* _WHAT TO PRODUCE_: The lines you return must be all those in the data that hold the string "arrow".

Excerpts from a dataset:
☆ ☆ ☆
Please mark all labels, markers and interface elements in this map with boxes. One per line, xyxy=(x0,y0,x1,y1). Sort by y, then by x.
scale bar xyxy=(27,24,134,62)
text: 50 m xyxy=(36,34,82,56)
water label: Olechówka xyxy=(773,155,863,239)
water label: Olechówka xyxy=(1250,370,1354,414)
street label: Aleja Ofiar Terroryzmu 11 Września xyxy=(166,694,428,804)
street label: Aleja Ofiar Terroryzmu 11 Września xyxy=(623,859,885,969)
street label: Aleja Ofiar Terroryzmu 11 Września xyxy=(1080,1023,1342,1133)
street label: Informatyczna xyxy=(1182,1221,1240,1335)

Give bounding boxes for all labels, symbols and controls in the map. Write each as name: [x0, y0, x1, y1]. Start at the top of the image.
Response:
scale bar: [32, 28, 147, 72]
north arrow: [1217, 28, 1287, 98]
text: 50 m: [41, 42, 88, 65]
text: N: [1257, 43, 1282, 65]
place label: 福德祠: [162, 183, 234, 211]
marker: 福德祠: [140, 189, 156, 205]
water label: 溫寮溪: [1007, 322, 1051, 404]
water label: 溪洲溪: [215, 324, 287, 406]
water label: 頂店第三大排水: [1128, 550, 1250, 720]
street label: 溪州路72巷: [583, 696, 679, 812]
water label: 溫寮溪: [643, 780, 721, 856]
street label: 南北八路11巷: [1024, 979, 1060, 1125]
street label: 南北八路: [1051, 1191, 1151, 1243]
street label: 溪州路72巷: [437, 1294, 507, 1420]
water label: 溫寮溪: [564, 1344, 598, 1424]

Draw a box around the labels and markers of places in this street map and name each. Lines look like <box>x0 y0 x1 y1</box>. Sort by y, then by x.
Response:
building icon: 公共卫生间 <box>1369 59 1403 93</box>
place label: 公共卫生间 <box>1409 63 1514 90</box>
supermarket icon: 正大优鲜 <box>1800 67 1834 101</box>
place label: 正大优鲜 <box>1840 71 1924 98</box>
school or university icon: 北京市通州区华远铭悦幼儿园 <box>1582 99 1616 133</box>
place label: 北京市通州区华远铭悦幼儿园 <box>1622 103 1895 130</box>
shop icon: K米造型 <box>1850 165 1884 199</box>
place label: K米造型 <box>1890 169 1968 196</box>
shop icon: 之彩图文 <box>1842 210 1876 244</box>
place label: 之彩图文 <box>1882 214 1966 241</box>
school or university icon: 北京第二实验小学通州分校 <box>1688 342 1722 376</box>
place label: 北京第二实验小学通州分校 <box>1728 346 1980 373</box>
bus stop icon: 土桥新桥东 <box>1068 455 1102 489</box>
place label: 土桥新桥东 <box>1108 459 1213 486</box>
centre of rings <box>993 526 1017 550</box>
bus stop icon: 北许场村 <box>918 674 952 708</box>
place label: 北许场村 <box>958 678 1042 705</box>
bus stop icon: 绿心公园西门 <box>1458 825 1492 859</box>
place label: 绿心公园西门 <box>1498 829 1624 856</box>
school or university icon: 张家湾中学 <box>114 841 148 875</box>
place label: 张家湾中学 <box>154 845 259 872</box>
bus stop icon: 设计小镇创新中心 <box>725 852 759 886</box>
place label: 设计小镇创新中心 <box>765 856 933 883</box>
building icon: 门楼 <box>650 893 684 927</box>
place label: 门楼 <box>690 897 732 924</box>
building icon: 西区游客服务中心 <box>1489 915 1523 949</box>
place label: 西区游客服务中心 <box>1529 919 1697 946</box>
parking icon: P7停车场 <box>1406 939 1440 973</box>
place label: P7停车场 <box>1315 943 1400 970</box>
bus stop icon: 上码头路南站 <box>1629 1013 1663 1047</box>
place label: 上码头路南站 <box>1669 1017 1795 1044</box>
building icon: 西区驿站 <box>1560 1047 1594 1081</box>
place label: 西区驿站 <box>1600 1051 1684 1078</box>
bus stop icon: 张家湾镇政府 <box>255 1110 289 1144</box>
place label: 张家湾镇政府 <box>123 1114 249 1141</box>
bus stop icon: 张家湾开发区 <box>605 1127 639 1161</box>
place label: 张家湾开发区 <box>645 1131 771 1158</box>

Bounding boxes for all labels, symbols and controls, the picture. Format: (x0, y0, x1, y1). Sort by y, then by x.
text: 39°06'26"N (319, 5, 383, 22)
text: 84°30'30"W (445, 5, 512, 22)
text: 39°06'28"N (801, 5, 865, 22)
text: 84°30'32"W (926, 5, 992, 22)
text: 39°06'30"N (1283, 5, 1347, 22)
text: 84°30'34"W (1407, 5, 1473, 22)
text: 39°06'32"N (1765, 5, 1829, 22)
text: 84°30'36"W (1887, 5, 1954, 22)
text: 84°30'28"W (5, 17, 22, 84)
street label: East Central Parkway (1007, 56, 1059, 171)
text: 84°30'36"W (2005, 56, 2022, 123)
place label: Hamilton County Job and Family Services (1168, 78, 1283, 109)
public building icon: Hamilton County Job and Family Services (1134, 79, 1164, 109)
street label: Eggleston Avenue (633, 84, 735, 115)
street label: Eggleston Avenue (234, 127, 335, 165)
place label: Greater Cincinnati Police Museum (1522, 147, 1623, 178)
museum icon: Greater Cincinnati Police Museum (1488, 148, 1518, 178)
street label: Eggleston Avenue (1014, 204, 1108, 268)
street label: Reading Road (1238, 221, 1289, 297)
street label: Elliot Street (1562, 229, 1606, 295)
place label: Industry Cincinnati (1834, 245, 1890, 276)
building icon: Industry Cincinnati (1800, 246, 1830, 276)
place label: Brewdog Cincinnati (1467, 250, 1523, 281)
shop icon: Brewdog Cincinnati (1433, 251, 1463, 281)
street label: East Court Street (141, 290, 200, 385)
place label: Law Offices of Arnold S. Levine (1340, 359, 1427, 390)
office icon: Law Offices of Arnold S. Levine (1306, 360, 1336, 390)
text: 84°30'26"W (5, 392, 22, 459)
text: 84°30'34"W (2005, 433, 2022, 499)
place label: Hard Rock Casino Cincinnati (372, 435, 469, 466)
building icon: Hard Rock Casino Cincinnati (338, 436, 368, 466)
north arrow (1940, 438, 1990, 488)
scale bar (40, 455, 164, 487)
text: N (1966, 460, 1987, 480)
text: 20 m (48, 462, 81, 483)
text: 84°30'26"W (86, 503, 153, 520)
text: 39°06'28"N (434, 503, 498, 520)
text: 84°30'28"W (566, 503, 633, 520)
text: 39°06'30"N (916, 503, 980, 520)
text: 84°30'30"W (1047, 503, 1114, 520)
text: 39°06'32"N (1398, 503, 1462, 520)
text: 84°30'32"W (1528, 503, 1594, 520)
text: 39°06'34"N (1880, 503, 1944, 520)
☆ ☆ ☆
* _ANSWER_:
north arrow: [1217, 28, 1287, 98]
north arrow (1940, 438, 1990, 488)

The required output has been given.